▸ PROMPT:
Where the material below has a line containing "187px,507px 215px,503px 218px,518px", start repeating exactly, and keep going through the line containing "640px,75px 683px,41px 684px,79px", with no other lines.
───── MATERIAL SUPPLIED
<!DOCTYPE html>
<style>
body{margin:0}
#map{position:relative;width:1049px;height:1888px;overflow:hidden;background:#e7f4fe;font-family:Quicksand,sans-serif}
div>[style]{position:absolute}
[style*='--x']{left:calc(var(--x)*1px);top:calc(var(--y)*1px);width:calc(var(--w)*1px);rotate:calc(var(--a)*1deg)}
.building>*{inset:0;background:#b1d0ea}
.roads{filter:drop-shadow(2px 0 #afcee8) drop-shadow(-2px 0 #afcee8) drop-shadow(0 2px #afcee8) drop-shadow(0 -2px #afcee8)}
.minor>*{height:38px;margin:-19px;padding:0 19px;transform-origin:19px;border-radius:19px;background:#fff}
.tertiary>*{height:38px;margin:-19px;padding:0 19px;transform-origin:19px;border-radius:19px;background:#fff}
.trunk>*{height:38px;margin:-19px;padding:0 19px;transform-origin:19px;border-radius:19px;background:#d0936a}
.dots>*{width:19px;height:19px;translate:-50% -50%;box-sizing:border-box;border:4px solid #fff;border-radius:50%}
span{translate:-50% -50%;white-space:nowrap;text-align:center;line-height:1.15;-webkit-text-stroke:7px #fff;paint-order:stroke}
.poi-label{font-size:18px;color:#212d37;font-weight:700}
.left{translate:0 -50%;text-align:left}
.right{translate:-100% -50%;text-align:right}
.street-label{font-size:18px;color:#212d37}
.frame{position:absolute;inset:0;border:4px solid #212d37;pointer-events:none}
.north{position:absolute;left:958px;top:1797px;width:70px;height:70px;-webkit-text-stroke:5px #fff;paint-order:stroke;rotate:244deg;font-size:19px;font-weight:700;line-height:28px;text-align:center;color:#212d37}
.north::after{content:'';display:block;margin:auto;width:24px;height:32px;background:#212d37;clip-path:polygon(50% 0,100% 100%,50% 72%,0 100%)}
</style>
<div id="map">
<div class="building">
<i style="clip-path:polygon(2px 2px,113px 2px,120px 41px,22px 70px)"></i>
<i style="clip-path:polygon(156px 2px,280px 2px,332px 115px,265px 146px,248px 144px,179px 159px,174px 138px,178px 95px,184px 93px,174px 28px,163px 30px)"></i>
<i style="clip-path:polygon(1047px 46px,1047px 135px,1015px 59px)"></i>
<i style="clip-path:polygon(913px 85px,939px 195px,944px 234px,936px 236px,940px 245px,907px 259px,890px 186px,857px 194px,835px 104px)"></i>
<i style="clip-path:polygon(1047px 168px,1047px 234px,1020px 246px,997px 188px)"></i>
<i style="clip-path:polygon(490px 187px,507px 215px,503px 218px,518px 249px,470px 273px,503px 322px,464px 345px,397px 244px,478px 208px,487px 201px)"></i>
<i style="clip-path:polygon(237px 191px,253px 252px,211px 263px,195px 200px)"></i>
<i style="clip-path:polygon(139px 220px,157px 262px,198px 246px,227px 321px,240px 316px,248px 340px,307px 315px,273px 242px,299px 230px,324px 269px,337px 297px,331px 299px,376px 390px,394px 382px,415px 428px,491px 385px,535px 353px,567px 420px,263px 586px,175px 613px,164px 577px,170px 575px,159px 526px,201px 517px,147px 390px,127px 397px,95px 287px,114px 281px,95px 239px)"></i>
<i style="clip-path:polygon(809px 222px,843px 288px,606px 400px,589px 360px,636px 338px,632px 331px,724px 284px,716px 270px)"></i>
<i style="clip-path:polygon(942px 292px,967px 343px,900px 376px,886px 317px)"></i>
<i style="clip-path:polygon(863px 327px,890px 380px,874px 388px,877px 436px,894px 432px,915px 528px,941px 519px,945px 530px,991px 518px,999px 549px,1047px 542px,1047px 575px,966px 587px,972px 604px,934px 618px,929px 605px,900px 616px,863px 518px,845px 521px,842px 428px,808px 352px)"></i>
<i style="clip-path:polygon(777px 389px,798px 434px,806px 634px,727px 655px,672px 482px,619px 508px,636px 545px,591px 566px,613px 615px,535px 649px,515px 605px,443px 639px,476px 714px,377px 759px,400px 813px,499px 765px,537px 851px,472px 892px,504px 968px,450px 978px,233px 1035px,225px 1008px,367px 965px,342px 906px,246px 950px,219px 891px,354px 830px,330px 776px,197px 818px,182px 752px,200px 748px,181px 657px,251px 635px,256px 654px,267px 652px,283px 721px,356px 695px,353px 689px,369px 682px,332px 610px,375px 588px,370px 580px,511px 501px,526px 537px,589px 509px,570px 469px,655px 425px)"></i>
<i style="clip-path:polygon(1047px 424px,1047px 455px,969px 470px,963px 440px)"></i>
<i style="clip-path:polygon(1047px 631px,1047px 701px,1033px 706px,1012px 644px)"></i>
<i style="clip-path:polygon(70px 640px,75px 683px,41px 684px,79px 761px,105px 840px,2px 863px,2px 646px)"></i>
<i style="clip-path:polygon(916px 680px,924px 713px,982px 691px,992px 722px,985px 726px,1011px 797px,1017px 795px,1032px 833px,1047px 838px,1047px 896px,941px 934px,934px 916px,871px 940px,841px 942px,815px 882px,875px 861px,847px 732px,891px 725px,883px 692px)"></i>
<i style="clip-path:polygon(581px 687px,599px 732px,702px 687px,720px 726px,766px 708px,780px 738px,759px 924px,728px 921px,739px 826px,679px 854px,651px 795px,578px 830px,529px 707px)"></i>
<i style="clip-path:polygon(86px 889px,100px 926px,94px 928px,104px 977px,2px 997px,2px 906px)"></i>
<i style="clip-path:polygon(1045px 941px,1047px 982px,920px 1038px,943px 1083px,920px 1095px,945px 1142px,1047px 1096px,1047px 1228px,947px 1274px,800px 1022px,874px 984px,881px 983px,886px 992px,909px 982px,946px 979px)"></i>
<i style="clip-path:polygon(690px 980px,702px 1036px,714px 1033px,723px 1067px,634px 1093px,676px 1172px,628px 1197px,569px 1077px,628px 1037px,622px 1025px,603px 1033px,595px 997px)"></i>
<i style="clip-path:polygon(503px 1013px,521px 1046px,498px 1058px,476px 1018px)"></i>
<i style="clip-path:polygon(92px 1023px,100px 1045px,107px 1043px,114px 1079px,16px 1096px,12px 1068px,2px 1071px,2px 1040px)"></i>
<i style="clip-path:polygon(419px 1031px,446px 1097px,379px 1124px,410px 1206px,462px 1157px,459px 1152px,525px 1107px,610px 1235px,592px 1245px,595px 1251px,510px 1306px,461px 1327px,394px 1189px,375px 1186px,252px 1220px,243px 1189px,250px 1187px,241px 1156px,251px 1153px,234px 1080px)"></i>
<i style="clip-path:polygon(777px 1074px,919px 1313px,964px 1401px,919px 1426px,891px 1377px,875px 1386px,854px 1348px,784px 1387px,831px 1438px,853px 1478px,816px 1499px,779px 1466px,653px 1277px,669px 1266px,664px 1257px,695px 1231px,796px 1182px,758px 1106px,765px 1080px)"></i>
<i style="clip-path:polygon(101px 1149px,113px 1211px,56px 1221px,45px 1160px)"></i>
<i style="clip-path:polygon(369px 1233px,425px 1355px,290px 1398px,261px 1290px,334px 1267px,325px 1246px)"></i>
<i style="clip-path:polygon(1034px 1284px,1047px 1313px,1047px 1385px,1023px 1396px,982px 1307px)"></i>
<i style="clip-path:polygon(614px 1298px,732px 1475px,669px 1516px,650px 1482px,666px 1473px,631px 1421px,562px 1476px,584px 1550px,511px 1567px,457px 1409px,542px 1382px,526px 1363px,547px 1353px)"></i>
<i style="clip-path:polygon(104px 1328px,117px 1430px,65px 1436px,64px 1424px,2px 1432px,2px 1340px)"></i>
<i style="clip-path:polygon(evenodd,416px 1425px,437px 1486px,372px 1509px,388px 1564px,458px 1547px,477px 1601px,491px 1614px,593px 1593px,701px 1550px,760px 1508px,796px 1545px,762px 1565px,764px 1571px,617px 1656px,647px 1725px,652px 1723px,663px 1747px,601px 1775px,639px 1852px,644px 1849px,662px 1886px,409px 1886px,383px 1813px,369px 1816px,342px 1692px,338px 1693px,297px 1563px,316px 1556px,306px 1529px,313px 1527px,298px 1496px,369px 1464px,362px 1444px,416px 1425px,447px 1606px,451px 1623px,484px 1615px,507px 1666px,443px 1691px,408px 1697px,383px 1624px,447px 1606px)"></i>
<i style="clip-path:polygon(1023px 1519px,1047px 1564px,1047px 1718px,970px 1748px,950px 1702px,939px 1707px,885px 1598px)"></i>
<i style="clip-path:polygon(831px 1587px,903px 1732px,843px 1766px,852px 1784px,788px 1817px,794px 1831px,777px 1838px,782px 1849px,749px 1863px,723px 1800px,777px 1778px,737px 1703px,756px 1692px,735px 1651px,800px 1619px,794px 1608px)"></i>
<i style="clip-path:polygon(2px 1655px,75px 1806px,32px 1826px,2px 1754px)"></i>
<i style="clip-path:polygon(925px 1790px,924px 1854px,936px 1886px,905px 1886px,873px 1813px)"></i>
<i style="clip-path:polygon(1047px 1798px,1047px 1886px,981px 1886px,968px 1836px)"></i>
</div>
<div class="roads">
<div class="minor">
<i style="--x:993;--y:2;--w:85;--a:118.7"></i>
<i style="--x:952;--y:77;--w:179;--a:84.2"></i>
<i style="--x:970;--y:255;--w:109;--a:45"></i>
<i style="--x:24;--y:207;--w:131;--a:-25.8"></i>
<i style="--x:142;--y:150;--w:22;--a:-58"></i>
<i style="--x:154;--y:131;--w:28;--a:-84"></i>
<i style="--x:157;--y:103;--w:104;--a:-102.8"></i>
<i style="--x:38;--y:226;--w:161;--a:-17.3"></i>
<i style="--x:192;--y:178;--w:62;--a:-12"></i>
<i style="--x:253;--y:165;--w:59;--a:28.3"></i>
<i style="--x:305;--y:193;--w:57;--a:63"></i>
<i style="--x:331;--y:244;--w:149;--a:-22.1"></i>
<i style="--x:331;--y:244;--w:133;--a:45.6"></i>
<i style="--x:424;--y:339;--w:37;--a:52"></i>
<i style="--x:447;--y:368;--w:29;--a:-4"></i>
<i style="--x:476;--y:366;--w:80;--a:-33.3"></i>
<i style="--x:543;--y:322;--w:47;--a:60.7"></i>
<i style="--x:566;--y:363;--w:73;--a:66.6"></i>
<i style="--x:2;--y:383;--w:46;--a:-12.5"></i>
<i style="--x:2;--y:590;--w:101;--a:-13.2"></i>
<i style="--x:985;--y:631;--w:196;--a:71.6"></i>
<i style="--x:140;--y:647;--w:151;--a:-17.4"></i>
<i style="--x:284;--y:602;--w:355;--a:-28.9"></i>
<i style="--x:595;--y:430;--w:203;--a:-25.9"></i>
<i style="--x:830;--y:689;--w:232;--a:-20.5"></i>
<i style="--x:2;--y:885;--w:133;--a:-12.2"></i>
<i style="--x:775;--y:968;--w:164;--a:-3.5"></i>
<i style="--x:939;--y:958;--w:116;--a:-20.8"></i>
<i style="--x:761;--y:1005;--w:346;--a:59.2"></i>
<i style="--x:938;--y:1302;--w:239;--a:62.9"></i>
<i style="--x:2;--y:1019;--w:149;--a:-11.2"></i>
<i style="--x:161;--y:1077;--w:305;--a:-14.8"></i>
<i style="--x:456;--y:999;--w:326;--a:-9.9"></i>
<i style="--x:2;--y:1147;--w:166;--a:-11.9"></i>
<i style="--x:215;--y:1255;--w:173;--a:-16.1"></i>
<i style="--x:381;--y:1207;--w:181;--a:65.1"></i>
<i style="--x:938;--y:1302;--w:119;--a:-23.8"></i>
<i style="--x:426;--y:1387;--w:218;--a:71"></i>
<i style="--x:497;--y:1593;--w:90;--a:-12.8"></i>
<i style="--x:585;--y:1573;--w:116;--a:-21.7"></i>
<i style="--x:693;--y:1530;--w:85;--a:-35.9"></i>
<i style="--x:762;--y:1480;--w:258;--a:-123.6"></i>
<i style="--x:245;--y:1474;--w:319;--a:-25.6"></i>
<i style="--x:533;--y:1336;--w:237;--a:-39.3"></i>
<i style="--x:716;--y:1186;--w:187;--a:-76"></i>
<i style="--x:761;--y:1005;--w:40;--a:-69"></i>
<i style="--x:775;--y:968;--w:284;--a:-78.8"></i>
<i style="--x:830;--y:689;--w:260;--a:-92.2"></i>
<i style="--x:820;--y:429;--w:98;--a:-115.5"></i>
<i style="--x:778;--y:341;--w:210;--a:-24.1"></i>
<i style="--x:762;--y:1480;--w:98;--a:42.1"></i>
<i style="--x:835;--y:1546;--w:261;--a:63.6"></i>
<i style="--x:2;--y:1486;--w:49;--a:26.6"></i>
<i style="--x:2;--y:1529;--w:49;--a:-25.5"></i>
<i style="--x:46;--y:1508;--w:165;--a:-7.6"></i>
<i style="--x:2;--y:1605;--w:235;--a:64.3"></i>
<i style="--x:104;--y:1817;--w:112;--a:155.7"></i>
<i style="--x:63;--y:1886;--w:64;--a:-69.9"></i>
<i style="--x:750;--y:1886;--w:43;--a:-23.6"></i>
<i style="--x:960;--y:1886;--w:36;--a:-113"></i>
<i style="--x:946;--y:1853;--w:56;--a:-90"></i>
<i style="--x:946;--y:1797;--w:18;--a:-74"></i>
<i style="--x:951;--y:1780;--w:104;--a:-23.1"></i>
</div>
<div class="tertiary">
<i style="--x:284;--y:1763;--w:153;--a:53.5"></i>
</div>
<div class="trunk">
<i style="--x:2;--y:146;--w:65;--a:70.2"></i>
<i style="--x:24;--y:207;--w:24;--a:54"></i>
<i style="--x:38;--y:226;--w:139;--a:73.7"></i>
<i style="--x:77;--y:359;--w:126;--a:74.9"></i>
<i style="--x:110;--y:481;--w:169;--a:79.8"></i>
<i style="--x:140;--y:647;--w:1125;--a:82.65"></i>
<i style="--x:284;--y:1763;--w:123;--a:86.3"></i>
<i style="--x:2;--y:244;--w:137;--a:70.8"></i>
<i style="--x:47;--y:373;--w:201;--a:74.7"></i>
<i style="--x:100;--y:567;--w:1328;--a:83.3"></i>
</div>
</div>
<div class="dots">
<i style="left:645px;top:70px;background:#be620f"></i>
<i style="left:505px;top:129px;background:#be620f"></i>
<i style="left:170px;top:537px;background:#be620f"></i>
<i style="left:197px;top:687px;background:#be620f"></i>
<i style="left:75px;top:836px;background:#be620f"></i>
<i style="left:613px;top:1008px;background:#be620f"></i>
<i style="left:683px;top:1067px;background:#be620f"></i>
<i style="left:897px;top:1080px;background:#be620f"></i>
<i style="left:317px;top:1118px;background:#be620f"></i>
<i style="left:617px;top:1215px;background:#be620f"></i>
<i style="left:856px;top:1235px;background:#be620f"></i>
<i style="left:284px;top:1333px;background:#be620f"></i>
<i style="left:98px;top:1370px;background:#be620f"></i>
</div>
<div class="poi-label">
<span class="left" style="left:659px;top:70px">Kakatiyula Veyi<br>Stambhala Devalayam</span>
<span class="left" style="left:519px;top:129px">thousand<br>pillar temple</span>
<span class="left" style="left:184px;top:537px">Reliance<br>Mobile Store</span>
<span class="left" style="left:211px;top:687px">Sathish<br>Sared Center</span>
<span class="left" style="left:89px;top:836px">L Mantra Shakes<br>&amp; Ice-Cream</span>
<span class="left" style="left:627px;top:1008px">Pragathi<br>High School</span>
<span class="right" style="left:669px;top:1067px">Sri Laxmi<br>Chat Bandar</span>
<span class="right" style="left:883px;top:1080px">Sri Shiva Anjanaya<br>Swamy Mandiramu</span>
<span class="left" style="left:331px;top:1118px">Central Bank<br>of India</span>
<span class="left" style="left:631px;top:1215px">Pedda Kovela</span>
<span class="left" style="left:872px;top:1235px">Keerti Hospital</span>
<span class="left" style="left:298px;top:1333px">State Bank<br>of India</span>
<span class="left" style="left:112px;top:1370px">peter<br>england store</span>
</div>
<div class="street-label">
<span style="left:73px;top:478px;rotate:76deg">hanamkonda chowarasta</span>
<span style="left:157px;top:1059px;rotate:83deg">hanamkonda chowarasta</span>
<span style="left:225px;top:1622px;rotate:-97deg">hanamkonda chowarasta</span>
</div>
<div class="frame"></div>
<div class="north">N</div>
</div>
──────────
▸ ANSWER AREA:
<i style="clip-path:polygon(490px 187px,507px 215px,503px 218px,518px 249px,470px 273px,503px 322px,464px 345px,397px 244px,478px 208px,487px 201px)"></i>
<i style="clip-path:polygon(237px 191px,253px 252px,211px 263px,195px 200px)"></i>
<i style="clip-path:polygon(139px 220px,157px 262px,198px 246px,227px 321px,240px 316px,248px 340px,307px 315px,273px 242px,299px 230px,324px 269px,337px 297px,331px 299px,376px 390px,394px 382px,415px 428px,491px 385px,535px 353px,567px 420px,263px 586px,175px 613px,164px 577px,170px 575px,159px 526px,201px 517px,147px 390px,127px 397px,95px 287px,114px 281px,95px 239px)"></i>
<i style="clip-path:polygon(809px 222px,843px 288px,606px 400px,589px 360px,636px 338px,632px 331px,724px 284px,716px 270px)"></i>
<i style="clip-path:polygon(942px 292px,967px 343px,900px 376px,886px 317px)"></i>
<i style="clip-path:polygon(863px 327px,890px 380px,874px 388px,877px 436px,894px 432px,915px 528px,941px 519px,945px 530px,991px 518px,999px 549px,1047px 542px,1047px 575px,966px 587px,972px 604px,934px 618px,929px 605px,900px 616px,863px 518px,845px 521px,842px 428px,808px 352px)"></i>
<i style="clip-path:polygon(777px 389px,798px 434px,806px 634px,727px 655px,672px 482px,619px 508px,636px 545px,591px 566px,613px 615px,535px 649px,515px 605px,443px 639px,476px 714px,377px 759px,400px 813px,499px 765px,537px 851px,472px 892px,504px 968px,450px 978px,233px 1035px,225px 1008px,367px 965px,342px 906px,246px 950px,219px 891px,354px 830px,330px 776px,197px 818px,182px 752px,200px 748px,181px 657px,251px 635px,256px 654px,267px 652px,283px 721px,356px 695px,353px 689px,369px 682px,332px 610px,375px 588px,370px 580px,511px 501px,526px 537px,589px 509px,570px 469px,655px 425px)"></i>
<i style="clip-path:polygon(1047px 424px,1047px 455px,969px 470px,963px 440px)"></i>
<i style="clip-path:polygon(1047px 631px,1047px 701px,1033px 706px,1012px 644px)"></i>
<i style="clip-path:polygon(70px 640px,75px 683px,41px 684px,79px 761px,105px 840px,2px 863px,2px 646px)"></i>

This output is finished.